Locking up money in illiquid investments

Whether you're investing in real estate or buying an annuity, the projection bias can potentially prompt you to make an expensive mistake. That’s because you might decide to put your nest egg into a real estate venture or annuity product when you're doing well financially. If your job feels secure and you can’t imagine needing to tap into your nest egg, it can feel foolish not to invest in something that will grow over time or provide you with guaranteed retirement income.

But job loss can strike anyone at any time, and if all of your investment money is tied up in a rental property that you cannot sell or an annuity that you cannot get out of, then you'll be stuck making some pretty difficult financial decisions until you are able to find another job.

While putting your money in illiquid investments can be a savvy financial move for the right investor, it’s important to think through what would happen if you were to lose your job or experience a financial downturn. When you consider making such investments, be sure you also have a Plan B for if life does not continue in the same way. (See also: How to Get Your Finances Back on Track After Losing Everything)

Buying a timeshare or retirement condo

One of the big problems with the projection bias is the fact that marketers and salespeople (not to mention con artists) are all perfectly aware of how this mental quirk works. So they make absolutely sure you have a great time with whatever they are selling to help you project future good times if you buy their product.

Two industries that often rely on this bias are timeshares and retirement condos. In many cases, both of these types of purchases require an upfront payment for future residence. While it’s possible that you will still want to visit Florida the first week of August every year in perpetuity, or that you will want to move into the 55+ condo community after you retire, you may also change your mind and feel stuck with an expensive choice that you may have trouble getting out of.

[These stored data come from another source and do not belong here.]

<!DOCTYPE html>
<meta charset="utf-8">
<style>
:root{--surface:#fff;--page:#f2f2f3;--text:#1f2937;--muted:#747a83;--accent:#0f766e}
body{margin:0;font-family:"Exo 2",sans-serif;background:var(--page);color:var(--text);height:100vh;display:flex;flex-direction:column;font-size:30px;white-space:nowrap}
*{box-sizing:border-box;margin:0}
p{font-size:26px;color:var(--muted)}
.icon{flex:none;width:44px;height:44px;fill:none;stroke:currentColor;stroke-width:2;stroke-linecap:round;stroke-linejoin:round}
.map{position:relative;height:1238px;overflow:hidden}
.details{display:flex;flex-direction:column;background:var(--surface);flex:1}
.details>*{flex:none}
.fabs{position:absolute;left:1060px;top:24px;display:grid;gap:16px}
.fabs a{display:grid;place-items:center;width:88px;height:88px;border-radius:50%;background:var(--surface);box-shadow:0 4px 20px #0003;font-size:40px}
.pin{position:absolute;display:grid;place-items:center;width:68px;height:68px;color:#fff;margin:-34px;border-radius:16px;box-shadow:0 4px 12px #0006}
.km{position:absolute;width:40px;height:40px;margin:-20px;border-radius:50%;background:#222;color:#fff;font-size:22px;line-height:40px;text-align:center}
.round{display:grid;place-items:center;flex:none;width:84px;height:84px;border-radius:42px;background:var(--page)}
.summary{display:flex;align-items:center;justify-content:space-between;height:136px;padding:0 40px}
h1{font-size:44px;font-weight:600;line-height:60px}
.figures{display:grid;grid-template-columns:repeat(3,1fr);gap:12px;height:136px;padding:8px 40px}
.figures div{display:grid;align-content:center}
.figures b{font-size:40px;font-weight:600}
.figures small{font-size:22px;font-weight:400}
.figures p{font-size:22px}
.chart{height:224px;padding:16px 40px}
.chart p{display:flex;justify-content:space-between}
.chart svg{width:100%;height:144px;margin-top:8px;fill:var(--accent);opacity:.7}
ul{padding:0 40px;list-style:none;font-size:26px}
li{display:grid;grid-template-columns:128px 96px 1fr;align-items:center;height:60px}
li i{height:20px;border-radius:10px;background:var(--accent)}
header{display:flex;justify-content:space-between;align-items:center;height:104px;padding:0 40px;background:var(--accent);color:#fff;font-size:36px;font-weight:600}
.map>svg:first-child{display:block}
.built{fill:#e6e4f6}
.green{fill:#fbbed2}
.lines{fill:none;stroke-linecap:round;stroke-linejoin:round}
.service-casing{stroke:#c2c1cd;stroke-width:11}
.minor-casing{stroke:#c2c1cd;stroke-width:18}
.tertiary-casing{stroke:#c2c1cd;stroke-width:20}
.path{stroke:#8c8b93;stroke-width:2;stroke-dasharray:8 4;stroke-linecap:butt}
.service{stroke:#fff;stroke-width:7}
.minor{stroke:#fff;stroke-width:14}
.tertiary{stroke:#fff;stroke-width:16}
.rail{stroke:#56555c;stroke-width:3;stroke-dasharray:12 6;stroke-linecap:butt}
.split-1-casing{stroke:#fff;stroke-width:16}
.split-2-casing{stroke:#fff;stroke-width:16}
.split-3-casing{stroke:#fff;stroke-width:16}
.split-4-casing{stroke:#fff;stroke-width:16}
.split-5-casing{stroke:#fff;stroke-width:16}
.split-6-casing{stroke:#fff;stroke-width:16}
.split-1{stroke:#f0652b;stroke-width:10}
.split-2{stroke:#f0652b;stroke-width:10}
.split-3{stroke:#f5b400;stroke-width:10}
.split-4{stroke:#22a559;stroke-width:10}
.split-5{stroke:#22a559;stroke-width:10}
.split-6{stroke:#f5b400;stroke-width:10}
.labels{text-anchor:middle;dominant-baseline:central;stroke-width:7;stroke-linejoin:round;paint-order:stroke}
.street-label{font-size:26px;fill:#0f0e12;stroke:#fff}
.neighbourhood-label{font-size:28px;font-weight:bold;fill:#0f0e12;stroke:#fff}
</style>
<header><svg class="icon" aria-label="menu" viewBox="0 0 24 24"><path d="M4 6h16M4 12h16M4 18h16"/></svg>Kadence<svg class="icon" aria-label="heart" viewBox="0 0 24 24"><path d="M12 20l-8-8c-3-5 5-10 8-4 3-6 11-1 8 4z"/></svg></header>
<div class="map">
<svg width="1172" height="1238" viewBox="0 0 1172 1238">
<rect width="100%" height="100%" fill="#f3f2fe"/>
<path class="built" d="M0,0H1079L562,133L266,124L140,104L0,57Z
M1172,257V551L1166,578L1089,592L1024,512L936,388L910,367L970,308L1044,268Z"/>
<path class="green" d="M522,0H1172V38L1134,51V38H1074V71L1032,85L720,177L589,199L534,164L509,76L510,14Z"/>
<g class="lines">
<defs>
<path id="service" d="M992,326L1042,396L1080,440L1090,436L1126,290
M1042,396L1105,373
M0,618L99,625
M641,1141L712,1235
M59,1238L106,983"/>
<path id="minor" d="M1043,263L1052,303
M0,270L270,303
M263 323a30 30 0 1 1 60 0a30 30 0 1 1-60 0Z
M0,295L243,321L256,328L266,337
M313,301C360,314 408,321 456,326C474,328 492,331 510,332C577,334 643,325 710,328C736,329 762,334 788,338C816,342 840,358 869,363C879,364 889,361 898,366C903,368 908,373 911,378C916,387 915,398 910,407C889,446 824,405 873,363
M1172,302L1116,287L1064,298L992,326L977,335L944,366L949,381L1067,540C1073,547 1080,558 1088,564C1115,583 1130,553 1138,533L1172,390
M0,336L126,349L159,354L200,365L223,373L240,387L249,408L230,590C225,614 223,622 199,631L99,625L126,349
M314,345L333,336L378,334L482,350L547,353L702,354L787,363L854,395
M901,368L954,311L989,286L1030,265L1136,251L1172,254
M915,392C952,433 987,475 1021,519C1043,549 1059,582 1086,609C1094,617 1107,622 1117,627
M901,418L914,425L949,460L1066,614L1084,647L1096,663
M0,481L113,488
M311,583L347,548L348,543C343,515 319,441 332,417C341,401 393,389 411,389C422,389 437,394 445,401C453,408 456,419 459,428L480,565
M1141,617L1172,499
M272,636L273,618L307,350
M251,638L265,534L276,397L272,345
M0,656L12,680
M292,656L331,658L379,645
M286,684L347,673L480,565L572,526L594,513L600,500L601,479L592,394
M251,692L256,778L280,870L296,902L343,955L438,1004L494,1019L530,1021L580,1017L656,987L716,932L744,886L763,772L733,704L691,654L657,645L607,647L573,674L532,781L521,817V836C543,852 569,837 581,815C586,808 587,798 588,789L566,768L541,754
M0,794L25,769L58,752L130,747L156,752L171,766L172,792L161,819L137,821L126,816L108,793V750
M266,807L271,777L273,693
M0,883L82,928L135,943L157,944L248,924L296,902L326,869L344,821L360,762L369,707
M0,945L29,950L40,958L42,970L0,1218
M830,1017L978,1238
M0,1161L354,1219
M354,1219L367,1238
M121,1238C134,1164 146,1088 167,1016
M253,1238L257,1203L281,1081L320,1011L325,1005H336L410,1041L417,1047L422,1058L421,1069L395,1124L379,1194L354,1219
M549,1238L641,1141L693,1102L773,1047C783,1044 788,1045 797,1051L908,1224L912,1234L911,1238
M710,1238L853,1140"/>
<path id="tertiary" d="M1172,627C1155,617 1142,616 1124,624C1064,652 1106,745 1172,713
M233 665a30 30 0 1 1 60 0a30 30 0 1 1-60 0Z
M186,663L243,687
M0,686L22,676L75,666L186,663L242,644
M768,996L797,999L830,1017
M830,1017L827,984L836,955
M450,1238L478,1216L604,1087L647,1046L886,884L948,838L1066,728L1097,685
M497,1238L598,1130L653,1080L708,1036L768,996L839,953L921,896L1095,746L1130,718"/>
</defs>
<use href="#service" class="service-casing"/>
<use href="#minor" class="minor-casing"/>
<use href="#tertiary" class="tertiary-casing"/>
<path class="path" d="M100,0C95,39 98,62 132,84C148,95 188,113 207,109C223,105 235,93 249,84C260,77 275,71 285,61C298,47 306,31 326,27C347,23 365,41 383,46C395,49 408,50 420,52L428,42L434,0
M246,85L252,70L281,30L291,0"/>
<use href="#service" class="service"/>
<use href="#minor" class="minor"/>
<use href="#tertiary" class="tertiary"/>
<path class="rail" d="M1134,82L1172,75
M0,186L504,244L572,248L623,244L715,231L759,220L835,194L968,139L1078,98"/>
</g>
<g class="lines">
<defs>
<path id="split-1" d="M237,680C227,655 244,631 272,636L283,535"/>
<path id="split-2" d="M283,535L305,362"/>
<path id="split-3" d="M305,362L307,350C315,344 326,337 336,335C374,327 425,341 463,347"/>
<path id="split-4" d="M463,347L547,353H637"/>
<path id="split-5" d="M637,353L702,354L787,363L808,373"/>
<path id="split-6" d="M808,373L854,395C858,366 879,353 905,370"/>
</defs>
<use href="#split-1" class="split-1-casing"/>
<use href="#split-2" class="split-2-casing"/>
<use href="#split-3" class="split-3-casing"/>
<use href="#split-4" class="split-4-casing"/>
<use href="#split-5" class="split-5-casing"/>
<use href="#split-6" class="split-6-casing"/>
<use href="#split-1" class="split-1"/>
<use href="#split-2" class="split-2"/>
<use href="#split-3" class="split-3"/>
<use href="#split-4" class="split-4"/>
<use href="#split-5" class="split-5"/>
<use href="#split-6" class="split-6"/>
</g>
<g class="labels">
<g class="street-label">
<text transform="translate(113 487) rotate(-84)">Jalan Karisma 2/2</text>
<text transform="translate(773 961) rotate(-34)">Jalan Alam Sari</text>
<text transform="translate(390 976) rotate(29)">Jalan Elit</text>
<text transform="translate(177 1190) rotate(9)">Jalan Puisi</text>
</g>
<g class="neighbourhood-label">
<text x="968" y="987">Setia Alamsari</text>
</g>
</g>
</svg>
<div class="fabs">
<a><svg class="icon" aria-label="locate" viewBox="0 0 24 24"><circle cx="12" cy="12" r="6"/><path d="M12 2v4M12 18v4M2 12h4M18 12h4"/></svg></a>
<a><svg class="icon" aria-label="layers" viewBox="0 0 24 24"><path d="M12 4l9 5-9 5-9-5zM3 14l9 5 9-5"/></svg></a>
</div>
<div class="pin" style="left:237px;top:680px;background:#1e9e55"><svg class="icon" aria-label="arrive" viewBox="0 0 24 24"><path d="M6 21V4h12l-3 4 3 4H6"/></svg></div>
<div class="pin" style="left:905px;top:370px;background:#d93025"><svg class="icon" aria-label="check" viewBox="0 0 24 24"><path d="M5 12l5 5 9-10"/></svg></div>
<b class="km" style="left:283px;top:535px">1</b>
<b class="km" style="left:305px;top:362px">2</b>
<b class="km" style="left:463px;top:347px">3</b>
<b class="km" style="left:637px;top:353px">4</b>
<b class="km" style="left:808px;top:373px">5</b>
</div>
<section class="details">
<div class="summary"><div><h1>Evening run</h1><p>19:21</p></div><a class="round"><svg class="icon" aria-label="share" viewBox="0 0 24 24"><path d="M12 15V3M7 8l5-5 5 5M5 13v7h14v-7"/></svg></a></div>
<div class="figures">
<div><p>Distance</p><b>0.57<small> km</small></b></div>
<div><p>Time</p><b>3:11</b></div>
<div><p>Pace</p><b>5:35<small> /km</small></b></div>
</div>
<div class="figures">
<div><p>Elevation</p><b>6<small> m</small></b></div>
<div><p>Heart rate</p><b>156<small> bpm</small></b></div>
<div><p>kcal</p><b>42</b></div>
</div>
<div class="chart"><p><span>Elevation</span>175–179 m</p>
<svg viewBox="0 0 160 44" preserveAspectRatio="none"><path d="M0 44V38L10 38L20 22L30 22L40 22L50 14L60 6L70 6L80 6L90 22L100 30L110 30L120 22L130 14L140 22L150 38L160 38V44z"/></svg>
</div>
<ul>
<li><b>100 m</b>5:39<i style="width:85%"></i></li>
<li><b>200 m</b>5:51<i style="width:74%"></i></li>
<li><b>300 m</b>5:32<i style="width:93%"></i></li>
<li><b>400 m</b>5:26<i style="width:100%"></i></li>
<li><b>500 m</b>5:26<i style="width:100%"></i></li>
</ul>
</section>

These types of purchases should also only be made after a great deal of thought, rather than right after a fun-filled weekend visit. (See also: Are Timeshares Ever Worth the Investment?)

The future will be different

The trick to keeping projection bias from destroying your finances is remembering that the future will not be exactly like the present. So it pays to be flexible in your plans for the future, and a little pessimistic about what you can expect.

Even if there are nothing but blue skies ahead and your tastes never change, you’ll still be glad you kept your finances flexible (and robust).